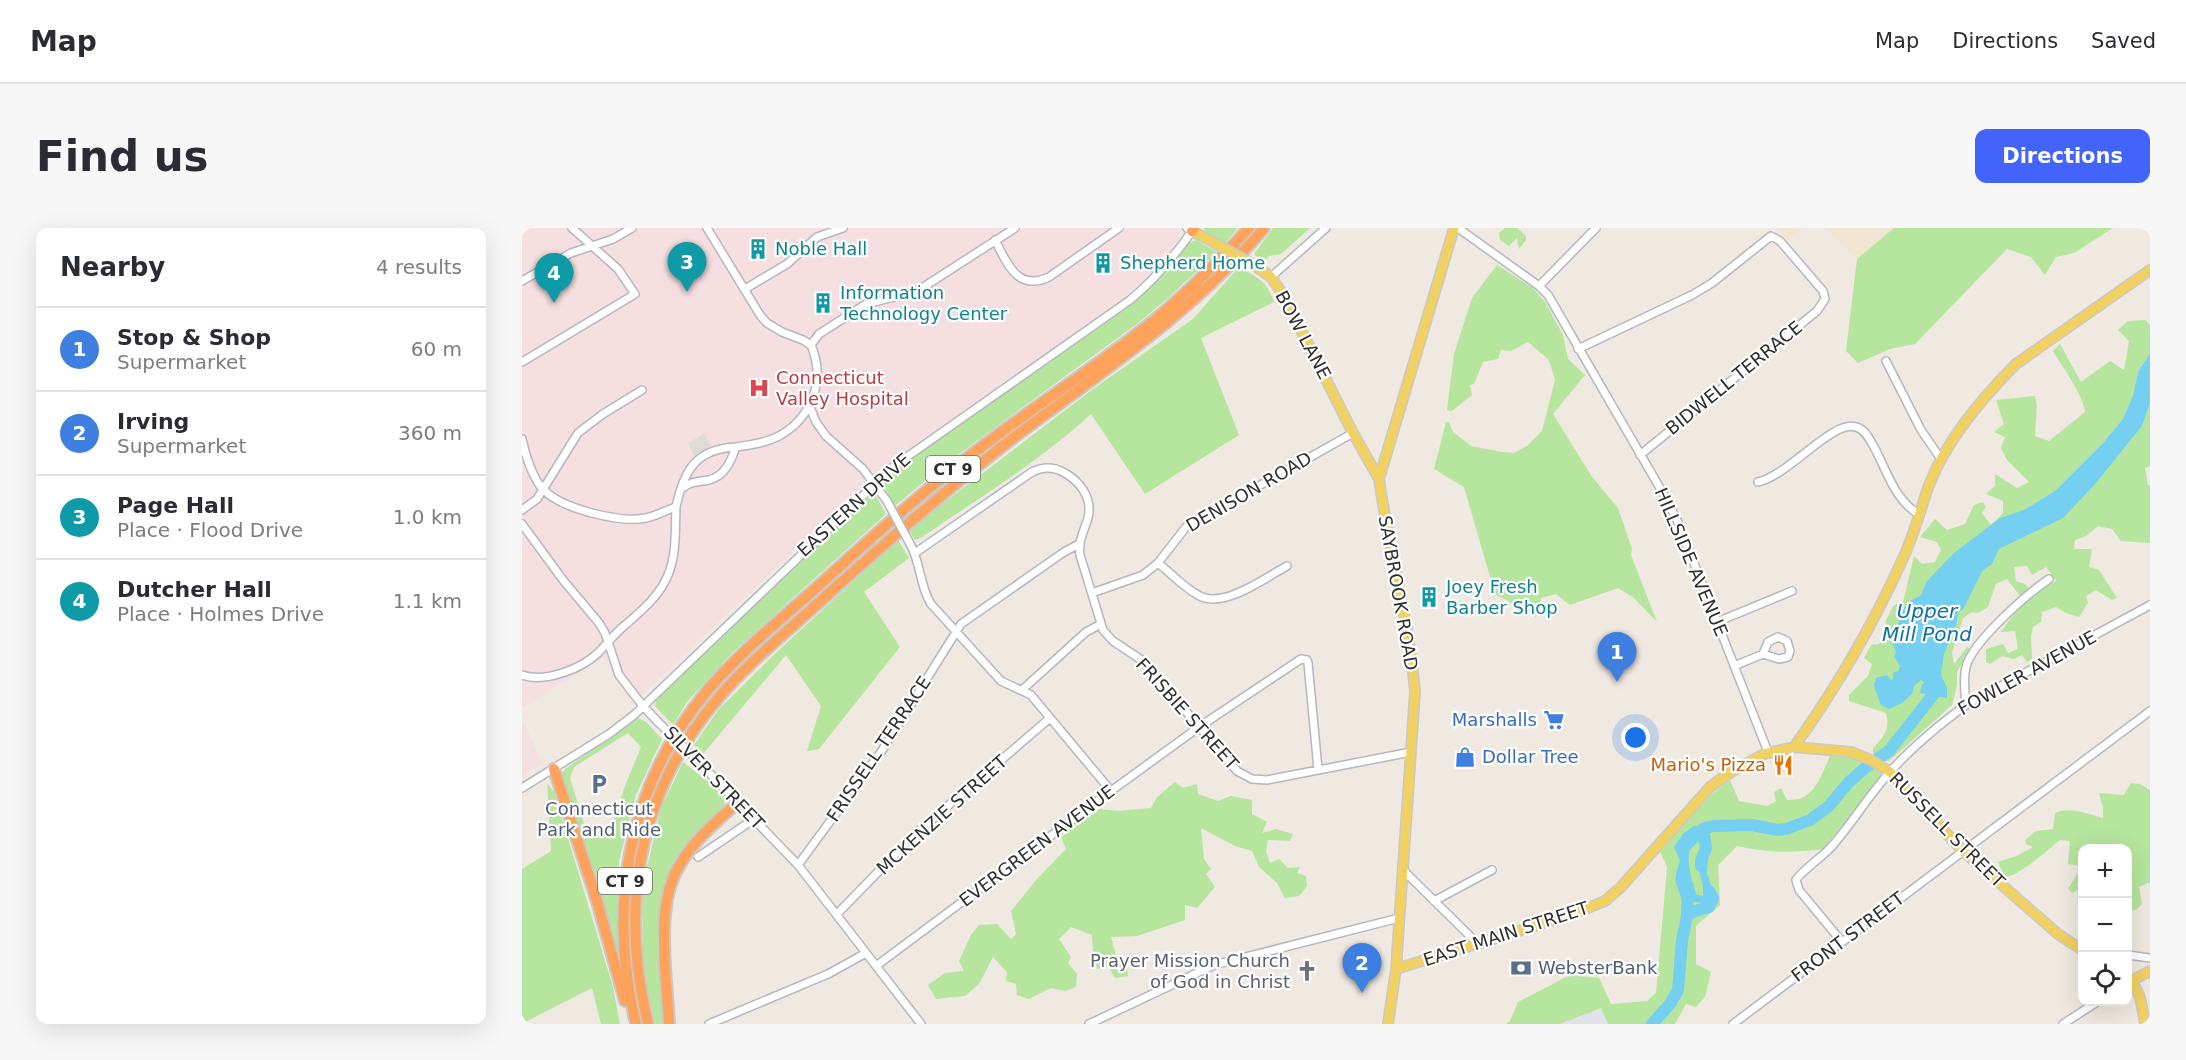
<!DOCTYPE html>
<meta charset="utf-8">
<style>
body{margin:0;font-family:"DejaVu Sans",sans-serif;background:#f7f7f7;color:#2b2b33}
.controls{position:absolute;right:18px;bottom:18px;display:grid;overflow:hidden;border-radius:12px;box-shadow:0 6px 24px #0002}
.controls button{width:54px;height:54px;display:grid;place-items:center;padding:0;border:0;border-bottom:2px solid #e1e1e2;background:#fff;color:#2b2b33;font:30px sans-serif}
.you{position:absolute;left:1114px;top:510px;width:21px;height:21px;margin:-15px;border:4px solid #fff;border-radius:50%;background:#1a73e8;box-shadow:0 0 0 9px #1a73e833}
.badge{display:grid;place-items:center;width:39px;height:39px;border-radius:50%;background:#4264fb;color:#fff;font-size:20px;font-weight:700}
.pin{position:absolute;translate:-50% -50px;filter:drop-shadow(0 2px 3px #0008)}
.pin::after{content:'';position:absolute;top:32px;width:21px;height:18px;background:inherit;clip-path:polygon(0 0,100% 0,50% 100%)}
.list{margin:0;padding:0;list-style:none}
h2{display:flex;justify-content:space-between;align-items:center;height:78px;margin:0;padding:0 24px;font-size:26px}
h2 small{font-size:20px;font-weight:400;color:#7c7c81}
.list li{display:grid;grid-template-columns:39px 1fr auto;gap:18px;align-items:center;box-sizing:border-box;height:84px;padding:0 24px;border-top:2px solid #e1e1e2}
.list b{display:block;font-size:22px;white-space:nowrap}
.list p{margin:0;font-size:20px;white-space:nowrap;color:#7c7c81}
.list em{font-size:20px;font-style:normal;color:#7c7c81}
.icon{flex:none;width:33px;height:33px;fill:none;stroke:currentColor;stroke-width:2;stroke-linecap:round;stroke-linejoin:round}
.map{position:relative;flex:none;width:1628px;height:796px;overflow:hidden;border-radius:12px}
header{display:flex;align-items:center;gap:36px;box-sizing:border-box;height:84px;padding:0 30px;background:#fff;border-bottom:2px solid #e1e1e2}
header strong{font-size:28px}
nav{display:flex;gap:33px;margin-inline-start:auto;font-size:21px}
.intro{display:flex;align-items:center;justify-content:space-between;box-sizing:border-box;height:144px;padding:0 36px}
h1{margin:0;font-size:42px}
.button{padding:15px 27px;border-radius:12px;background:#4264fb;color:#fff;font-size:21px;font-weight:700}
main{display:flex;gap:36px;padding:0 36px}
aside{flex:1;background:#fff;border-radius:12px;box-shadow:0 6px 24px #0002}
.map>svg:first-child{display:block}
</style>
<header>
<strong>Map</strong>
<nav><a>Map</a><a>Directions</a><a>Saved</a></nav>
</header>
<div class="intro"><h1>Find us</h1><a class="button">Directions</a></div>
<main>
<aside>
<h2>Nearby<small>4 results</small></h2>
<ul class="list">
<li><span class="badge" style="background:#3f7fe0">1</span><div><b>Stop &amp; Shop</b><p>Supermarket</p></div><em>60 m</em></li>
<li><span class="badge" style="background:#3f7fe0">2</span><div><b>Irving</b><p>Supermarket</p></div><em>360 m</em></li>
<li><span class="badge" style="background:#0f9aa8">3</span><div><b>Page Hall</b><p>Place · Flood Drive</p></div><em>1.0 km</em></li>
<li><span class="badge" style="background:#0f9aa8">4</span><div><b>Dutcher Hall</b><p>Place · Holmes Drive</p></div><em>1.1 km</em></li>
</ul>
</aside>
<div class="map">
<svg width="1628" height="796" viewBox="0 0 1628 796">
<rect width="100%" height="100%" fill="#efe9e1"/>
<path fill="#e3e1e8" d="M1079,780l7,16h-48z"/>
<path fill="#f0e6d1" d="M1256,0h23l-13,13z
M1304,0h68l-37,31z"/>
<path fill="#f5dfe0" d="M0,0h653l5,4 -1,7 -24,32 -41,34 -236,166 -246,233 -29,-46 -81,50z
M0,490l20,46 -20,13z"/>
<path fill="#b6e59e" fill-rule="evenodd" d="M681,0h35l-13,15 -17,-9z
M751,0h37l-29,26 -12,2 -6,7 -9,-9z
M983,0h12l9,8v4l-7,9 -2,-11 -8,8 -9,-6 -1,-7z
M1372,0h219l-39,25 -18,4 -11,18 -14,-18 -24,-8 -92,95 -25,5 -32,14 -12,-12 11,-92z
M674,12l21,12 -50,47 -29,24 -194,142 -49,41c-12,-21 -15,-22 3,-38l232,-162 36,-33 23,-30z
M975,37l36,23 12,14 18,33 5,24 17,16 -32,39 39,63 26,31 14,41 -1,6 26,67 -23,-24 -16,-10 -48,17 -14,-11 -15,4 -5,19 -41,-23 -31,-107 -30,-18 12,-47h3l4,10 18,14 31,6 12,1 13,-7 15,-15 13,-51 -6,-20 -21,-18 -17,9 -10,-1 -3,9 -15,3 -9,22 -4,1 2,10 -20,16 -5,-1 7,-56 18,-56z
M716,40c20,8 29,14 36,34l-73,36 38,97 -94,59 -54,-80c-51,47 -111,83 -169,123l-7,3 -5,-7 2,-6 181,-138 100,-70z
M1623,92l5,5v28l-12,19 -5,23 -10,24 -21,25 -46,46 -32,20 -15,34 88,-62 45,-56 8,-23v63l-5,2 3,17h2v58l-29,-2 -9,-12 -14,-3 -12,10 -11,4 -1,9h18l-3,18 10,3 18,28 -5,2 -16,-10 -10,6 2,7 -9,14 -13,-4 -10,-6 -14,5 -1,10 -8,5 -2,9 1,24 -5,2 -5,-7 -8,4 -12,-3 -12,8 -4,-2v-13l17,-5 5,9 10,-4 -3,-18 -14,1c15,-23 32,-38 55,-51l-10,-14 -14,8 -5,-9 -13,1 2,14 9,3 5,5 -10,7 -13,-17 -11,5 -8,23 -10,6 -6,-1 -9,6 -11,35 2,11 13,-17 3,2 -13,23v13l-5,20 -63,56h-4l-12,-5v-8c12,-12 17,-19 13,-35l-37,-12v-6l19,-19 4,-12 -8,-6 7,-13 8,-1 9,-17 -3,-5 8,-16 10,-4 11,-46 8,8 13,-2 6,-12 -4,-8 -17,-5 15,-18 12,11 18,-6 9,-19 9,-3 3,5 -4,6 9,12 12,-12v-12l-17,-7 9,-8v-12l22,14 12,-6 -22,-22 -6,-12 4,-11 -11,-5 10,-8 -8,-24 39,-4c4,13 0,25 0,40l14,5 36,-29c-2,-18 -22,-44 -32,-61l7,-7 21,38 29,-21 14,9 5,-29 -11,-11 10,-9z
M351,266l3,2 10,18 -154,139 -45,49 -14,23 -18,-19 1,-5 7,-8 128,-124z
M376,312l11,18 -45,34 36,55 -81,102 -12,2 14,-45 -35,-51 -83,99 -9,-9 25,-36 61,-60z
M116,490l8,4 16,17 -26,56 -17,66 -2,106 -56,-191 4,-7zM106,505l13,14 -18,44 -13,44 -22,2 -18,-59 4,-11z
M1308,528l29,2 22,15 -1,7 -57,69c-29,4 -57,4 -86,-3l-19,19 2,40 -24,21v38l15,8 -6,25 -9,10 -10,-3 -11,20h-67l-7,-16 -41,16h-54l4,-3 8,-19 52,-27 29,3 12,26 36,-3 9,-8 11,-126 -7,-16 52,-57 18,-14 9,21 28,5 9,-5 -2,-9 7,-4 6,12c27,2 34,-24 43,-44z
M161,534l29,23 13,15 -1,6 -60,86 -4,23 4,109h-9l-12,-56 -1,-79 19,-81z
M653,554l8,6 14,-4 1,10 20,7 13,-5 21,4v14l15,8 -5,11 14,-4 17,5 -3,7 -22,-1 -2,11 4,12 9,-4 9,9 12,-1 -3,6 9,3 1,10 -8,10 -14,2 -8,-15 -18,-16 -7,-16 -17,-5 -34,-18 3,31 7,10 -5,5 9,13 -18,21 -12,-3v15l-48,16 -26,1 6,22 10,6 1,11 -13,2 -7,-12 -11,3 -4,-17 -1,-17 -21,-8 -12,12 12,18 -3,6 9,11 -1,13 -11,4 -14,-3 -22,11 -12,-4 -1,-11 -10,-3 1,-9 -14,-15 -14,27 -14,12 -29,3 -8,-14 17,-12 19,-2 -5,-10 12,-26 8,-10 18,-1 14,15 5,-5 -5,-23 26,-32 29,-30 -5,-12 39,-28 18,2 33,-3 6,-11z
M25,555l7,9 59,195 7,37h-19l-9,-36 -65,33 1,3h-6v-155l29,-18z
M1609,555l9,1 10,6v92l-11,5 3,17 -6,6h-8v-62h-46v40l-10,5 -4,-4 14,-23 -14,-2 2,-23 -10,-1c-13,10 -41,37 -56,37l-6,-15 18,-6 17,-9 -7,-3 -1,-4 11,-9 17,-2 2,-16c15,-7 32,1 48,5v-10l-4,-15 25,2z"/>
<path fill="#dfdcd8" d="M182,206l7,12 -17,10 -6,-13z"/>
<path fill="#75cff0" d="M1628,125v50l-8,23 -45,56 -34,36 -64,31 -7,15 -10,7 -18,37 -6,5 -2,13 -12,28 -3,21 6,13v10l-27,-5 1,-6 3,-5 -3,-2 -7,6 -2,8 -10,9 -13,6 -8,-4 -5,-13 -2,-7 2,-7 11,-3 4,5 2,-2v-5l5,-2 2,-5 -6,-10 2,-4 -4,-9 10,-32 8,-10 11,-6 6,-14 27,-28 46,-35 24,-8 32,-20 46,-46 21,-25 10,-24 5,-23z
M1173,597l5,5c0,10 -5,10 -9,17 -6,10 1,38 6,48l6,1c3,-15 -10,-24 -1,-44l4,-2 2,3 -1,20 6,19 2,12 -33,-3c-6,-22 -10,-16 -2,-40l-6,-14 9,-13z"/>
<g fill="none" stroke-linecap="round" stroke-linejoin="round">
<path stroke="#75cff0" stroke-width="12" d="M1165,616l16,-15 10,-3 39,-1 25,5 9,-1 24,-9 19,-14 19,-23 18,-16 23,-16 44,-56v-16
M1179,638v-5l5,-13 -3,-19
M1165,688l5,-4 17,-5 4,-9 -4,-7
M1130,796l18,-20 8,-14 4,-49 5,-25 1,-30"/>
<g stroke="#b4b7c1" stroke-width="10">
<path id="minor" d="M185,0l53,87 7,8 15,9 21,8 8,5
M936,0l81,58 9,9 116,200 13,25 91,232
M473,12c12,23 22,52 54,37l70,-49
M749,49l55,-49
M0,53l49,-28 42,-14 19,-11
M1017,58l57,-58
M223,61l42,-25 30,-27 26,-9
M1056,121l114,-54 20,-12 59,-47 9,5 43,50 2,8 -8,12 -177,144
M1364,133l35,69 20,29
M0,134l113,-68 -17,-25 -46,-41
M288,179l6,15 10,14 37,33 24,32
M0,211c3,15 11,41 22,51 18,19 76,33 102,28 10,-2 20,-8 30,-11 8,-37 20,-58 60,-60
M1236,254c30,-6 75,-63 98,-55 9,2 14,13 18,20 13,24 21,54 46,68
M159,261c10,-8 16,-7 28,-9 16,-4 22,-19 27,-33 14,-2 29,-4 41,-10 35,-18 49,-57 34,-92l8,-11 47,-30 44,-11 12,-5 93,-60
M0,282l15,-11 41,-66 25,-19 39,-24
M0,296l41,56 36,43 6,10 14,42 24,31 15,16
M387,314c12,19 10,43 22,62l70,77 30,14 80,96
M393,325l117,-81c10,-5 20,-6 31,0 17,9 30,26 25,46 -4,13 -10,23 -8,37l23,75 10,11 30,20 94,110 15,8 15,1 144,-28
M636,335c13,10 25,24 40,32 24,15 67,-17 89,-29
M570,365l51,-18 15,-12 28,-36 167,-94
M1195,394l75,-31
M1212,438l29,-12 16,5 9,-2 2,-6 -3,-10 -9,-4 -10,5 -5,12
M0,447c23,8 59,-6 76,-22 9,-9 16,-19 26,-27 17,-15 35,-29 44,-51 9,-22 7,-46 8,-68
M500,462l64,-58 15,-8
M1444,477c-1,-12 -3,-26 0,-38 6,-25 61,-73 83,-88
M174,531l102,106 123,159
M0,560l87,-54 25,-19 260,-249 236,-166c24,-20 44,-43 62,-69l-5,-3
M176,629l56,-38
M276,637l83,-113 80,-128 103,-72 15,-8
M880,641l74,73
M912,673l58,-31
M315,686l77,-79 136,-117
M1320,714l-43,-52 -3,-10c5,-9 28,-24 37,-35 20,-23 36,-50 57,-73 22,-25 49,-47 76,-67l184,-100
M1606,727l22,3
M354,738l235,-175 88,-64 102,-68 6,1 1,3 10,106
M187,796l119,-50 38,-21
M567,796l125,-59 185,-47
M1211,796l417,-313
M1541,796l34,-22"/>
</g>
<g stroke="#c9c9c9" stroke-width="12">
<path id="major" d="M670,3l21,11
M732,37l17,12 13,19 69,137 26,46
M1272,519c43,-60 81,-126 111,-193 10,-23 16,-46 24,-69 18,-46 53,-87 87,-121l134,-94
M874,741l177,-55 32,-13 16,-14 89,-100 21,-15 33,-18 30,-7 57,5 20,8 19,12 73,79 95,83 24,16
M1606,750c13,12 14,29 17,46
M1609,753l19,-10
M866,796l8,-55 19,-277c-6,-72 -26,-142 -36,-213l75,-251"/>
</g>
<g stroke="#c9c9c9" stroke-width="14">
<path id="highway" d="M670,3l2,-3
M32,541l43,132 28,100
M114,796c-29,-119 -8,-238 71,-333 32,-38 72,-70 109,-103 55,-50 109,-99 168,-143 57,-43 118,-82 173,-127 33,-28 63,-58 92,-90
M126,796c-29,-120 -10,-232 71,-327 32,-37 70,-67 106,-100 61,-55 123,-109 188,-159 88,-66 179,-125 251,-210
M147,796c-2,-43 -13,-111 6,-150 14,-30 39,-50 63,-72"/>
</g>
<use href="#minor" stroke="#fff" stroke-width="7"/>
<use href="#major" stroke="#f2d163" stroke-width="9"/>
<use href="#highway" stroke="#ffa35c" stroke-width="10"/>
<g stroke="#b4b7c1" stroke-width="10" stroke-linecap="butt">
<path id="minor-bridge" d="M365,273l22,41
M136,494l38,37"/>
</g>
<g stroke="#c9c9c9" stroke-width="12" stroke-linecap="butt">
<path id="major-bridge" d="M691,14l41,23"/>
</g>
<use href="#minor-bridge" stroke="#fff" stroke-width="7"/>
<use href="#major-bridge" stroke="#f2d163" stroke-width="9"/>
</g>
<defs>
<g id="building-bare" transform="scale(1.62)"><path d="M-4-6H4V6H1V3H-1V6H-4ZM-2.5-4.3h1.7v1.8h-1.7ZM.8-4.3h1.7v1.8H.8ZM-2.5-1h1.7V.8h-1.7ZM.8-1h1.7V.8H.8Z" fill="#0f9aa8" stroke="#fff" stroke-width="2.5" paint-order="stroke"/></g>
<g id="hospital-bare" transform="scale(1.62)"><path d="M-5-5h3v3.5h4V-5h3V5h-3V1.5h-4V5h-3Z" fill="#e0444e" stroke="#fff" stroke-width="2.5" paint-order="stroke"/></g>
<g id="supermarket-bare" transform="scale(1.62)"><path d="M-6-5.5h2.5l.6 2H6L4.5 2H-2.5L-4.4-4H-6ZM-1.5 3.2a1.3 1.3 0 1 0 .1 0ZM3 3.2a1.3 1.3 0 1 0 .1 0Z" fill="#3f7fe0" stroke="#fff" stroke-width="2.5" paint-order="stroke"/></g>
<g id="shop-bare" transform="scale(1.62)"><path d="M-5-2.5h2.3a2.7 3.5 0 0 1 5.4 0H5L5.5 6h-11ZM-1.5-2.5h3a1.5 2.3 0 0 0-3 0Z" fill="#3f7fe0" stroke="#fff" stroke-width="2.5" paint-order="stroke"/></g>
<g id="restaurant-bare" transform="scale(1.62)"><path d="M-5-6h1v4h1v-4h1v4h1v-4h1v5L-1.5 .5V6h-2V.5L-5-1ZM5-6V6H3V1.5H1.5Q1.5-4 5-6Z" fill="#e8710a" stroke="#fff" stroke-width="2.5" paint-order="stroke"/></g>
<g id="parking-bare" transform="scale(1.62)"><path d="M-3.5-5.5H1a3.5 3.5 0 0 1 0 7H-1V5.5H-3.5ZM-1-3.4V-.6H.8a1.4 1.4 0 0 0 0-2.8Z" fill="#5c6f8a" stroke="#fff" stroke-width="2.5" paint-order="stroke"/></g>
<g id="bank-bare" transform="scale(1.62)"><path d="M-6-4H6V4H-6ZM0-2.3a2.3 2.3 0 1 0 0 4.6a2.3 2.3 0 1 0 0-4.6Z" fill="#5c6f8a" stroke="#fff" stroke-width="2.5" paint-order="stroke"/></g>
<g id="church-bare" transform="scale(1.62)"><path d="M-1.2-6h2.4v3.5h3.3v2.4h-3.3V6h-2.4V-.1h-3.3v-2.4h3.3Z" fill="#6b7280" stroke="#fff" stroke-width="2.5" paint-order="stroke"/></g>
</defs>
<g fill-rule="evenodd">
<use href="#building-bare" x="236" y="21"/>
<use href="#building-bare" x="581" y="35"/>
<use href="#building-bare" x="301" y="75"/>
<use href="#hospital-bare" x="237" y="160"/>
<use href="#building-bare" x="907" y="369"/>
<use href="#supermarket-bare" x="1032" y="492"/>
<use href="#shop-bare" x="943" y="529"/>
<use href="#restaurant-bare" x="1261" y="537"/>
<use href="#parking-bare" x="77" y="556"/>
<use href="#bank-bare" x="999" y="740"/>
<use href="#church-bare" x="785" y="743"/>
</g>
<g text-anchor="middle" stroke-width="4.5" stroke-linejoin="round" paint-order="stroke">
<g fill="#fff" stroke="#6d6d6d" stroke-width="1.5">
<rect x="404" y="228" width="54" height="26" rx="4.5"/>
<rect x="76" y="640" width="54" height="26" rx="4.5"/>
</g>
<g font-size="16" font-weight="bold" fill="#2e2e2e">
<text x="431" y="247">CT 9</text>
<text x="103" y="659">CT 9</text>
</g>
<g font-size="18" fill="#0d838f" stroke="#fff" text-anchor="start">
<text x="253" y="27">Noble Hall</text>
<text x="598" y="41">Shepherd Home</text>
<text x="318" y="71">Information<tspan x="318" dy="21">Technology Center</tspan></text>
<text x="924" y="365">Joey Fresh<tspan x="924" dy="21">Barber Shop</tspan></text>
</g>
<g font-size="18" fill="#2e2e2e" stroke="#fff">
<text transform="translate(781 107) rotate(62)" y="6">BOW LANE</text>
<text transform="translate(1212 150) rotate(-39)" y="6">BIDWELL TERRACE</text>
<text transform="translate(727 264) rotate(-30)" y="6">DENISON ROAD</text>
<text transform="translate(332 277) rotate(-42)" y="6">EASTERN DRIVE</text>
<text transform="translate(1169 334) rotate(67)" y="6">HILLSIDE AVENUE</text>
<text transform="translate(876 365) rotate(80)" y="6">SAYBROOK ROAD</text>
<text transform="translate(1505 445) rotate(-29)" y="6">FOWLER AVENUE</text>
<text transform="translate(665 486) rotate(48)" y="6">FRISBIE STREET</text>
<text transform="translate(357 521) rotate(-56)" y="6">FRISSELL TERRACE</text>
<text transform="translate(192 550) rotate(46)" y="6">SILVER STREET</text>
<text transform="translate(420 587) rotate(-42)" y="6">MCKENZIE STREET</text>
<text transform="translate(1425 602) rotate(45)" y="6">RUSSELL STREET</text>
<text transform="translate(515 618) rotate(-37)" y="6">EVERGREEN AVENUE</text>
<text transform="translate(984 706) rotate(-18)" y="6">EAST MAIN STREET</text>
<text transform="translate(1326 709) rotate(-37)" y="6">FRONT STREET</text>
</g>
<g font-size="18" fill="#be3a42" stroke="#fff" text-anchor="start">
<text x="254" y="156">Connecticut<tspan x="254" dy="21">Valley Hospital</tspan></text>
</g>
<g font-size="18" fill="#366cbe" stroke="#fff" text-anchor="end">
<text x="1015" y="498">Marshalls</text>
<text x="960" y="535" text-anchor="start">Dollar Tree</text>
</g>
<g font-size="18" fill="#c56008" stroke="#fff" text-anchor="end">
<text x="1244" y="543">Mario's Pizza</text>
</g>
<g font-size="18" fill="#4e5e75" stroke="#fff">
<text x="77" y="587">Connecticut<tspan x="77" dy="21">Park and Ride</tspan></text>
<text x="1016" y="746" text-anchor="start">WebsterBank</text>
</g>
<g font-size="18" fill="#5b616d" stroke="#fff" text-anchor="end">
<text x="768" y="739">Prayer Mission Church<tspan x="768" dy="21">of God in Christ</tspan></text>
</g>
<g font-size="20" font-style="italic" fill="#0d6fa3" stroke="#fff">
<text x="1405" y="390">Upper<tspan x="1405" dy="23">Mill Pond</tspan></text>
</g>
</g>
</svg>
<div class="controls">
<button>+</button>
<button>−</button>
<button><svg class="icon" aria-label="locate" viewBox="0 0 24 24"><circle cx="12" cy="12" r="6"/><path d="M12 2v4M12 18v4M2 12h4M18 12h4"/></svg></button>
</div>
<div class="you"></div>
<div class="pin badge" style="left:1095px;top:454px;background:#3f7fe0">1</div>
<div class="pin badge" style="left:840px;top:765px;background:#3f7fe0">2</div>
<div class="pin badge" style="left:165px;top:64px;background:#0f9aa8">3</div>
<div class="pin badge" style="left:32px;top:75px;background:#0f9aa8">4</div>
</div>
</main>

§ WORK TO BE COMPLETED: Return all lines from the material that contain "solid".

§ YOUR SOLUTION:
.controls button{width:54px;height:54px;display:grid;place-items:center;padding:0;border:0;border-bottom:2px solid #e1e1e2;background:#fff;color:#2b2b33;font:30px sans-serif}
.you{position:absolute;left:1114px;top:510px;width:21px;height:21px;margin:-15px;border:4px solid #fff;border-radius:50%;background:#1a73e8;box-shadow:0 0 0 9px #1a73e833}
.list li{display:grid;grid-template-columns:39px 1fr auto;gap:18px;align-items:center;box-sizing:border-box;height:84px;padding:0 24px;border-top:2px solid #e1e1e2}
header{display:flex;align-items:center;gap:36px;box-sizing:border-box;height:84px;padding:0 30px;background:#fff;border-bottom:2px solid #e1e1e2}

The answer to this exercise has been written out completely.